After centuries, Euclid's proof of the following theorem remains a classic, not just for proving this particular theorem, but as a proof in general.

Theorem. There are infinitely many primes.

Proof (Euclid). Given a finite set ${\mathcal {S}}$ of primes, compute their product

$N=\prod _{p\in {\mathcal {S}}}p.\,$ It is obvious that $N+1\,$ is not divisible by any of the primes that exist, the remainder being 1 in all cases. So either $N+1\,$ is prime or is a composite with its prime factors not on the set ${\mathcal {S}}$ . Either way, we have at least one new prime. □

This classic proof can be dressed up in many guises. For example:

Proof (Euclid–Bolker) Designate by $\mathbb {P} \,$ the set of all prime numbers. Since 2 is prime, $\mathbb {P} \,$ is not the empty set.
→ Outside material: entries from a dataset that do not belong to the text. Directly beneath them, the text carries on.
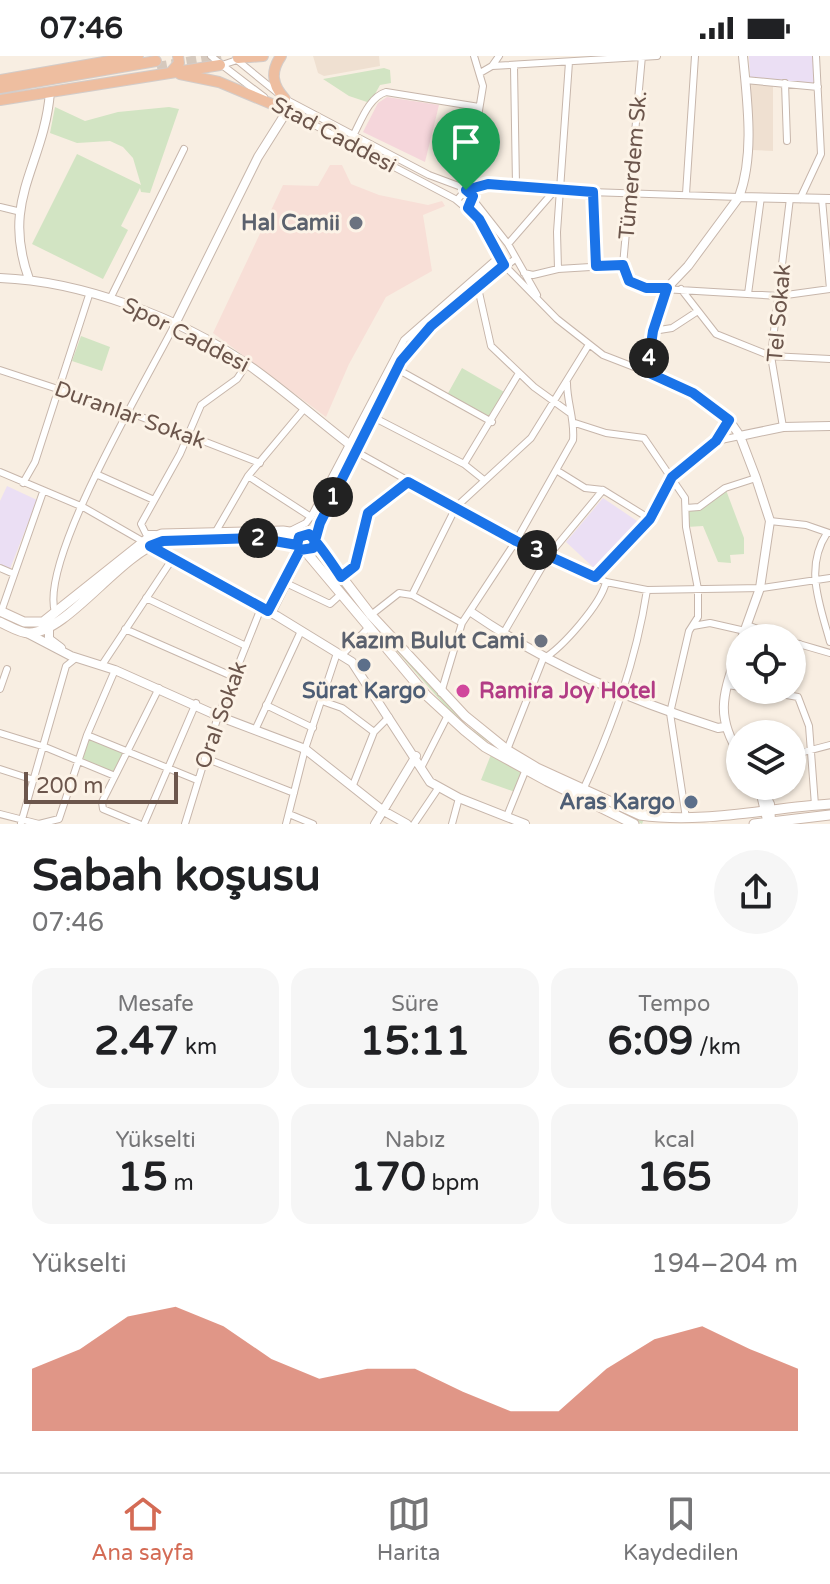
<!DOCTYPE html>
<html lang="tr">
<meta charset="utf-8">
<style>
body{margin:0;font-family:"Varela Round",sans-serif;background:#f6f6f6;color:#202124;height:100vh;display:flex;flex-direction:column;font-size:30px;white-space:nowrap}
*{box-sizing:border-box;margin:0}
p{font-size:26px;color:#757577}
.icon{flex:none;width:44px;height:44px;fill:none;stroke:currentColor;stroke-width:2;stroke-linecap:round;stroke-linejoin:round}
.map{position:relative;height:768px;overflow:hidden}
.drawer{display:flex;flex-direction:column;background:#fff;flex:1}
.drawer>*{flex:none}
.tools{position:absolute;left:726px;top:568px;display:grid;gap:16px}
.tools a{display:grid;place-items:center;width:80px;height:80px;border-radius:50%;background:#fff;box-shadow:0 2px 6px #0004;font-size:40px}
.scale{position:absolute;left:24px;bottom:20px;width:154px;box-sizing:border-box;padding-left:8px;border:4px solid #6c564c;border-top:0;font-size:22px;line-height:28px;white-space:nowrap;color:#6c564c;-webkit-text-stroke:6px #fcf3e7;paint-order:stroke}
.pin{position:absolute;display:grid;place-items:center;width:68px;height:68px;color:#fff;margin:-82px -34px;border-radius:50% 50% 50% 0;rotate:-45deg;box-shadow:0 0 8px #0007}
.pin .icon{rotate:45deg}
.km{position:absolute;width:40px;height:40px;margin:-20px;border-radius:50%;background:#222;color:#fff;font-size:22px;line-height:40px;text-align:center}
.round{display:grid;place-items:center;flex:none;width:84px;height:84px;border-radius:42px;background:#f6f6f6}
.head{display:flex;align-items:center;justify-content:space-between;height:136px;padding:0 32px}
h1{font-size:44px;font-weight:700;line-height:60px}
.metrics{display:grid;grid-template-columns:repeat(3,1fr);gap:12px;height:136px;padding:8px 32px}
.metrics div{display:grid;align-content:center;border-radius:20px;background:#f6f6f6;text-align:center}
.metrics b{font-size:40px;font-weight:700}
.metrics small{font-size:22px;font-weight:400}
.metrics p{font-size:22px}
.chart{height:224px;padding:16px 32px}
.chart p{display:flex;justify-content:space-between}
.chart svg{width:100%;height:144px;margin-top:8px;fill:#d46b55;opacity:.7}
.status{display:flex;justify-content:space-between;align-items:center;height:56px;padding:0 40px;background:#fff;direction:ltr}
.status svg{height:22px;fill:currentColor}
.dock{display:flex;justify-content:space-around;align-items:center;height:112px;border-top:2px solid #e0e0e0;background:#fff;font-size:22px;color:#757577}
.dock a{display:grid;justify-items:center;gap:4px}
.dock .current{color:#d46b55}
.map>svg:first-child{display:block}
</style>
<div class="status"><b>07:46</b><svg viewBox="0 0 49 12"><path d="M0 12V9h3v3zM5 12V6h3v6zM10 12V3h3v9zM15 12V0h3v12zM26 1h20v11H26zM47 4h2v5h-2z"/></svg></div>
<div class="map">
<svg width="830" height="768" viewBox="0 0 830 768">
<rect width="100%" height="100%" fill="#f8eee2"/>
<path fill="#efe0d1" d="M313 0H379L380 10 324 20 318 17Z
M751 26 773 28V95L752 94Z"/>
<path fill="#f8dfd7" d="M330 109H342L351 128 379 139 428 149 442 145 445 150 423 159 432 215 386 241 349 308 326 361 213 277 283 129 318 130Z"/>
<path fill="#ebdff4" d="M749 0H814V28L750 22Z
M7 430 37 444 10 513 0 508V445Z
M603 442 640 467 594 512 566 486Z"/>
<path fill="#f5d6db" d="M387 41 439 49 425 106 363 76 378 47Z"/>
<path fill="#d2e4c3" d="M384 12 390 14 391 27 380 29 370 47 349 40 323 23Z
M169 51 179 53 150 137 141 136 140 132 121 170 128 174 103 223 32 188 77 98 141 129 133 102 123 91 110 85 77 87 50 77 55 51 85 65 118 56Z
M81 280 110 291 102 315 72 305Z
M462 312 506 337 491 364 447 339Z
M726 434 744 482V498L730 499 731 507 718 506 703 470 687 471V454Z
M314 493 467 670 493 688 644 763 642 768 544 721 463 670 310 497Z
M88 681 125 697 115 718 80 702Z
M492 696 524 714 515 736 481 724Z"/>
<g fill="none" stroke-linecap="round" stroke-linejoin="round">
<path stroke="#d5c8bc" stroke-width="10" stroke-dasharray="10 5" stroke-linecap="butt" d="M157 11 221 0"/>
<g stroke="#c7b6ab" stroke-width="8">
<path id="minor" d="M211 0 222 9 237 4
M642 0 623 209 629 225 646 232 779 240 830 233
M237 4 285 43 429 119 464 132 508 188 537 239
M222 9 264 41
M492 10 499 0
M514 11 516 129
M480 17 492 10 657 0
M745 24 818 31
M785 27 787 85
M284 53 455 143 479 163 504 209 557 263 603 299 647 316
M353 80C361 65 369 41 386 36L479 51
M466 134 483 30 474 0
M593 136 596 210
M686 138 695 0
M800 143 821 98 816 0
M822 143 830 233
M457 144 466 134 488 128 560 135 739 141
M0 151 17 155
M508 188 555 134
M558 213 557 176 569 6
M524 217 533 219 558 213 623 209
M478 232 491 290 534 331 570 357
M681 233 716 278 771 300 830 303
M748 238 761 141
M111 241 184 93
M653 275 672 272 698 255
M397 313 492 366
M0 314 131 357 260 407
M373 361 464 408 484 424
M575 367 606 377 644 382 685 442 686 471 698 533V561L689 575 670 657 686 762
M783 371 771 300 790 142
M716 385 740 380
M349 388 355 395 516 485 606 526 647 534 762 532 830 522
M464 408 519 317
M556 414 585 432 603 434 650 463
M0 416 83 451 144 486
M96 418 154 444
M248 420 311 461
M23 427 35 406 90 236
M686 452 699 451 725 432 756 422
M770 465 806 469 829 477
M292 474 306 467 312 459 404 284 501 199
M215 477 248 420 304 353
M827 477C804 512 820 549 830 586
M155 478H146L141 468 180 398 201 349 237 323 247 308
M314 483 401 305 431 270 515 203
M0 512 14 518
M341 521 355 510 368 457 408 426
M595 521 650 463 672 421 716 385 729 364
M288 528 330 548 340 539
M412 539 456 451 531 382 588 290
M146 542 246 590
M268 555 295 505
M1 556 43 436
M55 556C39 504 146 325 174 270
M272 557 303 496
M371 559 399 537 412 539 462 567
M747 569 782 582
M693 570 710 567 745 575
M125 573 234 621
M503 578 549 499 603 434
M792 586 830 597
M341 600 368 572
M792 605 800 588
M102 609 171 505
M728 629 740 631
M0 633 7 613
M758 634 798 641 809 670 815 749
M441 637 462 567 516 485 573 384C575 364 567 347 567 327
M322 645 342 652 374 676
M266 649 313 672
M256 672 301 575
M0 677 45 691 115 720
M87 679 197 724
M507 694 543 603C562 592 601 548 606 526
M792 699 830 689
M205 702 294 737
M422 710 448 659
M0 713 34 724
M353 729 374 676 389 661
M583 734C613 669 636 605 647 534
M0 758 39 768 59 763 87 679 115 614
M289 758 313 768
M507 760 526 713
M21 767 66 610 76 602
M139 768 103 753 102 746 159 632
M144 768 196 647
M185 768 218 660 261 552
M286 768 305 693 337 597
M414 768 439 731
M452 768 459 742"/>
</g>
<g stroke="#c7b6ab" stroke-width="10">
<path id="tertiary" d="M739 141 830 143
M0 222C82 225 180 262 247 308 283 333 315 362 349 388
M29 223C0 143 44 111 50 36
M174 270 258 101 287 55
M740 380 783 371 830 370
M150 490 277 560 352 606 430 726 459 742 525 768
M471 556C548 609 629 644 718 672L724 671
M49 571V583L61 592
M27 577 71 600 115 614 218 660 305 693 382 754 407 768
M742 582 760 532 770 465 756 422 740 380 729 364 693 337 647 316 653 275 667 232 688 210 739 141C755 98 747 44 743 0
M740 588C726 633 712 656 740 699
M759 730 768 768
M762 732 770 748 771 765
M375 768 416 700"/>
</g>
<g stroke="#ccb8ab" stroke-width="11">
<path id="secondary" d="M315 486 371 559 465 660 507 694 537 712 640 759C703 768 767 752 830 748
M306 496 426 639 464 674 485 691 547 725 634 768
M0 555 24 566H43L146 484 162 478 283 475 303 478
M0 566C9 570 20 577 29 577 66 578 121 497 161 486 194 477 263 482 297 489
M754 768 830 759"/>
</g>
<g stroke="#d3ccc9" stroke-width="12">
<path id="trunk" d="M281 0C270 16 272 29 285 43
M238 2 263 0
M172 15 179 7 178 0
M180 18 219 26 279 51
M0 24 138 0
M0 32 156 5
M0 44 220 9"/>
</g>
<use href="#minor" stroke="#fff" stroke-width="6"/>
<use href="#tertiary" stroke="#fff" stroke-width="8"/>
<use href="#secondary" stroke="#fff" stroke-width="9"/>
<use href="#trunk" stroke="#eebea0" stroke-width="10"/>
</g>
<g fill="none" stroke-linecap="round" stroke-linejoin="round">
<g stroke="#fff" stroke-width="16">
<path id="route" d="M466 134 473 140 468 152 479 163 504 209 431 270 401 305 320 467 313 492 300 494 268 555 150 490 163 485 257 482 297 489 299 481 309 478C321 490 331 506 341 521L355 510 368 457 408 426 516 485 595 521 650 463 672 421 716 385 729 364 693 337 647 316 653 275 667 232H646L629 225 623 209 596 210 593 136 488 128 466 134"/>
</g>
<use href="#route" stroke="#1a73e8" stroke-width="10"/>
</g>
<g fill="#6b7280" stroke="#fcf3e7" stroke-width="3">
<circle cx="356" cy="167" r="8"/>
<circle cx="541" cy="585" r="8"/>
</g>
<g fill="#5c6f8a" stroke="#fcf3e7" stroke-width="3">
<circle cx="364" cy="609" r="8"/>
<circle cx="691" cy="746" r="8"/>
</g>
<circle fill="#d1479c" stroke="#fcf3e7" stroke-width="3" cx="463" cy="635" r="8"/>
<g text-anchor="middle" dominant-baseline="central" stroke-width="6" stroke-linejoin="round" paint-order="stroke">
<g font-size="22" fill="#6c564c" stroke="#fcf3e7">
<text transform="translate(334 79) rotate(28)">Stad Caddesi</text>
<text transform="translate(633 109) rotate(-85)">Tümerdem Sk.</text>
<text transform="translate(779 257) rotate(-85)">Tel Sokak</text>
<text transform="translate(186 279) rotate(27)">Spor Caddesi</text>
<text transform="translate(130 359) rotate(20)">Duranlar Sokak</text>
<text transform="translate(221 659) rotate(-70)">Oral Sokak</text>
</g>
<g font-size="22" font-weight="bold" fill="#5b616d" stroke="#fcf3e7" text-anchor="end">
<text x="340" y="167">Hal Camii</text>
<text x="525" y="585">Kazım Bulut Cami</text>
</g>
<g font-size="22" font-weight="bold" fill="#4e5e75" stroke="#fcf3e7">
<text x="364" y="635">Sürat Kargo</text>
<text x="675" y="746" text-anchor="end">Aras Kargo</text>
</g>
<g font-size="22" font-weight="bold" fill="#b23c85" stroke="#fcf3e7" text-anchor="start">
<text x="479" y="635">Ramira Joy Hotel</text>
</g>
</g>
</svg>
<div class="tools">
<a><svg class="icon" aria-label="locate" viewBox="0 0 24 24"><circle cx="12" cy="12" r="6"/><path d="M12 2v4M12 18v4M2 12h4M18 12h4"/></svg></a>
<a><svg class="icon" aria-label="layers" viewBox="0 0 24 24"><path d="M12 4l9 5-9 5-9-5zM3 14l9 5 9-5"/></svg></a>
</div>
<div class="scale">200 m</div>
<div class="pin" style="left:466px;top:134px;background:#1e9e55"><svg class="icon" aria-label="arrive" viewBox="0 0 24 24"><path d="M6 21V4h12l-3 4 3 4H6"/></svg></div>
<b class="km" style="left:333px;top:441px">1</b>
<b class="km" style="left:258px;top:482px">2</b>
<b class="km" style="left:537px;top:494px">3</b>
<b class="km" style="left:649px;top:302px">4</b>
</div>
<section class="drawer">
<div class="head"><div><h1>Sabah koşusu</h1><p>07:46</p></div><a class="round"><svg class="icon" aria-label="share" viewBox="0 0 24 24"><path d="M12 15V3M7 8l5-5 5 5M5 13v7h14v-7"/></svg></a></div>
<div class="metrics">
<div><p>Mesafe</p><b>2.47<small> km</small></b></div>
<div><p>Süre</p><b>15:11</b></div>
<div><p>Tempo</p><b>6:09<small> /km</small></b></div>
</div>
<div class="metrics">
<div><p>Yükselti</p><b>15<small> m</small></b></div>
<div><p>Nabız</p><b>170<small> bpm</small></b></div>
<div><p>kcal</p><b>165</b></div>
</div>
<div class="chart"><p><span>Yükselti</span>194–204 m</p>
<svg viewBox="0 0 160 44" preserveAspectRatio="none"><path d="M0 44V25L10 19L20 9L30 6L40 12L50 22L60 28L70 25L80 25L90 32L100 38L110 38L120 25L130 16L140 12L150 19L160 25V44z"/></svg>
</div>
</section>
<nav class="dock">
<a class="current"><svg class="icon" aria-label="home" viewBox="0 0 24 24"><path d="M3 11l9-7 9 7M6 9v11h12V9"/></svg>Ana sayfa</a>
<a><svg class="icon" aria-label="map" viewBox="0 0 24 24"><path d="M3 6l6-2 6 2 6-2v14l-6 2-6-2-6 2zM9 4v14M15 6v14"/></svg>Harita</a>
<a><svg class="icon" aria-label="saved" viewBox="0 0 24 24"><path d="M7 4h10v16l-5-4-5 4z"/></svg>Kaydedilen</a>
</nav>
We will now demonstrate that there is no finite subset $Q\,$ of $\mathbb {P} \,$ which exhausts $\mathbb {P} \,$ . Let's designate the elements of the non-empty subset $Q\,$ as $q_{1},\ldots ,q_{\mathrm {len} }\,$ then compute $m\,=\,1+\prod _{i=1}^{\mathrm {len} }q_{i}\,$ . The "fundamental theorem of arithmetic" implies there is a prime $p\,$ which divides $m\,$ . Since no $q_{i}\,$ divides $m\,$ , it follows that $p\,\notin \,Q\,$ and $Q\,\neq \,\mathbb {P} \,$ . Therefore, $\mathbb {P} \,$ is infinite.

Of course in this version it is necessary to prove the fundamental theorem of arithmetic first.

Since Euclid viewed numbers primarily as geometric constructs, it is appropriate to work out a couple of examples on the number line. Consider the case in which ${\mathcal {S}}\,$ is simply the set of all primes no bigger than the largest one in ${\mathcal {S}}$ , and call that one $p_{\max }\,$ . With $p_{\max }\,=\,5\,$ , we have $N\,=\,30\,$  and $N+1\,=\,31\,$ , which is prime, and much larger than 5. We could work out on the number line an example in which $N+1\,$ is composite (with a prime factor greater than $p_{\max }\,$ ) but the dots for the prime factors of $N\,$ would be crowded too close together to be useful as an illustration.

The numbers $N+1\,$ for $\max \,=\,0\,$ forward are sometimes called the "Euclid numbers" (see A006862.) The numbers $N\,$ are the primorials; see A002110. The Euclid numbers that are prime are listed in A018239 as "primorial primes." For the smallest prime factor of the $n\,$ th Euclid number, see A051342.

Factorials (A000142) are sometimes used rather than primorials in the proof; their disadvantage is that they grow much faster on account of the many repeated factors (especially 2), though in all fairness, the primorials also quickly grow beyond the range for which a typical calculator can show in full precision.

Euclid's proof even works if in our assumed finite list of primes we skip some of the smaller primes. If we were to say, for example, that 2, 3 and 19 are the only primes, the prime factorization of $N+1\,$ would then reveal a prime we skipped over as well as a prime larger than the prime we declared to be the largest. Euclid's proof suggested the following sequences (A005265 and A005266) to Neil Sloane and other mathematicians, defined by the following recurrence relation:

$a_{1}=3\,$ $b_{n}=\prod _{k=1}^{n}a_{k}\,$ and $a_{n+1}\,$ is the smallest prime factor (for A005265) or largest prime factor (for A005266) of $b_{n-1}\,$ .

## Proving there are infinitely many primes of specific forms

The basic principle of Euclid's proof can be adapted to prove that there are infinitely many primes of specific forms, such as primes of the form $4k+3$ . (Here, as is the case throughout this article, we're dealing only with positive primes, but all conclusions can easily be extended to negative primes).

Theorem 4K3. There are infinitely many primes of the form $4k+3$ .

Proof. Label as $Q$ the set of all primes of the form $4k+3$ . We assert that $Q$ is finite, and that it has $n$ elements, from $q_{1}$ to $q_{n}$ . Compute $m=-1+4\prod _{i=1}^{n}q_{i}$ . Clearly $m>1$ , and also $m\equiv 3\mod 4$ and $\gcd(m,q_{i})=1$ for each $q_{i}\in Q$ . Per the fundamental theorem of arithmetic, $m$ is either a prime or the product of two or more primes. But if $m$ is prime that contradicts our assertion that $Q$ is finite. So, not only is $m$ composite, all of its prime divisors are of the form $4k+1$ . However, since $(4k+1)(4j+1)=16kj+4k+4j+1\equiv 1\mod 4$ , at least one (but possibly three or five or seven, etc.) of $m$ 's prime divisors must be of the form $4k+3$ . Whether $m$ is prime or composite, we have found at least one prime of the form $4k+3$ that is not $Q$ , and if we append that prime to $Q$ , we can derive yet another prime of the form $4k+3$ , and therefore $Q$ is in fact infinite. □

See A002145.